▶ [DIRECTIONS] Please copy out each line of the entries in which "Rruga" appears.
════════════════════
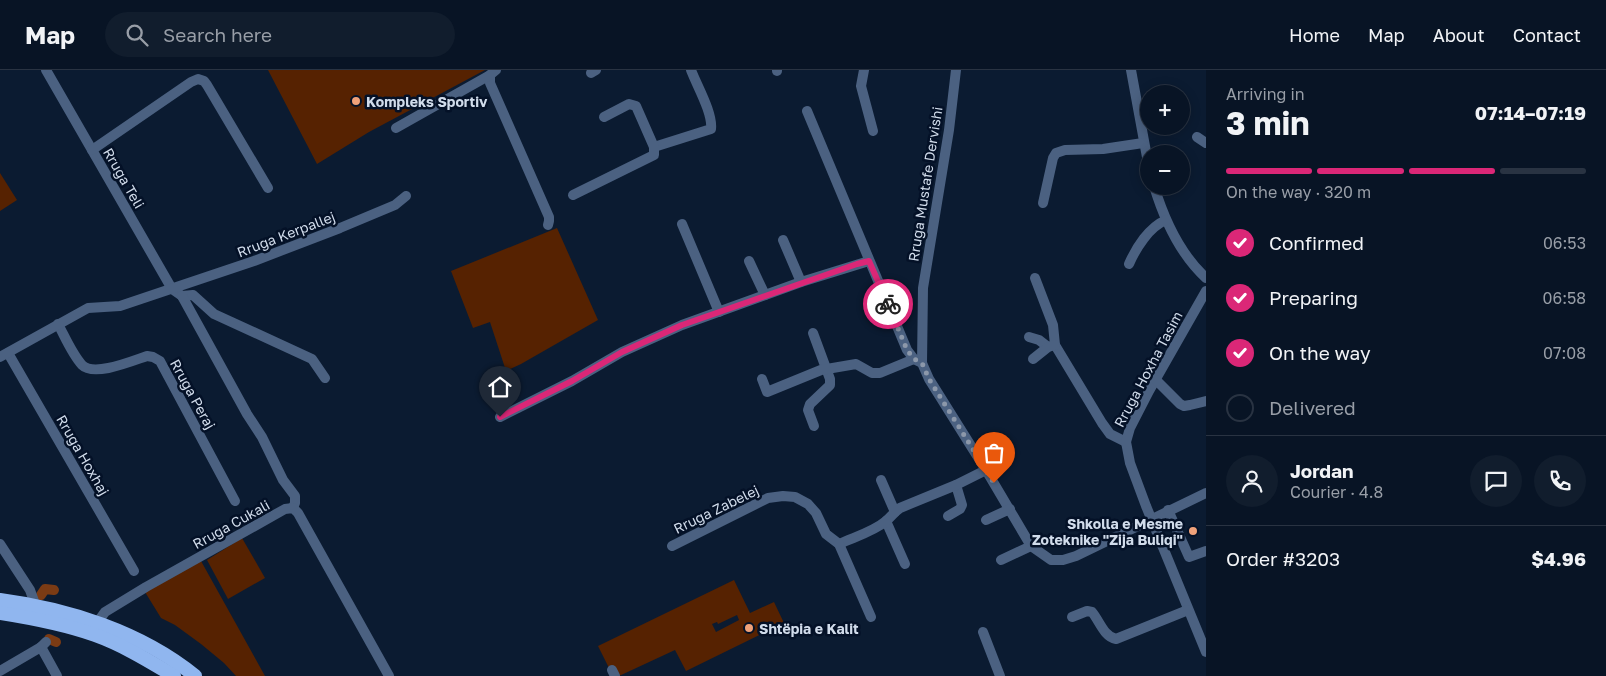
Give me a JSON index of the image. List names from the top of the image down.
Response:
{
  "streets": {
    "street": [
      "Rruga Teli",
      "Rruga Mustafe Dervishi",
      "Rruga Kerpallej",
      "Rruga Hoxha Tasim",
      "Rruga Peraj",
      "Rruga Hoxhaj",
      "Rruga Zabelej",
      "Rruga Cukali"
    ]
  },
  "crossings": [
    ["Rruga Teli", "Rruga Kerpallej"],
    ["Rruga Teli", "Rruga Cukali"],
    ["Rruga Kerpallej", "Rruga Peraj"],
    ["Rruga Kerpallej", "Rruga Hoxhaj"]
  ],
  "places": ["Kompleks Sportiv", "Shkolla e Mesme Zoteknike \"Zija Buliqi\"", "Shtëpia e Kalit"],
  "page": {
    "header": "Map",
    "search": "Search here",
    "nav": [
      "Home",
      "Map",
      "About",
      "Contact"
    ],
    "heading": ["3 min", "Arriving in", "07:14–07:19"],
    "panel": [
      "Jordan",
      "Courier · 4.8",
      "Order #3203",
      "$4.96"
    ],
    "map_buttons": ["+", "−"],
    "bar": "On the way · 320 m",
    "list": [
      ["Confirmed", "06:53"],
      ["Preparing", "06:58"],
      ["On the way", "07:08"],
      "Delivered"
    ]
  }
}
════════════════════
▶ [ANSWER SPACE]
      "Rruga Teli",
      "Rruga Mustafe Dervishi",
      "Rruga Kerpallej",
      "Rruga Hoxha Tasim",
      "Rruga Peraj",
      "Rruga Hoxhaj",
      "Rruga Zabelej",
      "Rruga Cukali"
    ["Rruga Teli", "Rruga Kerpallej"],
    ["Rruga Teli", "Rruga Cukali"],
    ["Rruga Kerpallej", "Rruga Peraj"],
    ["Rruga Kerpallej", "Rruga Hoxhaj"]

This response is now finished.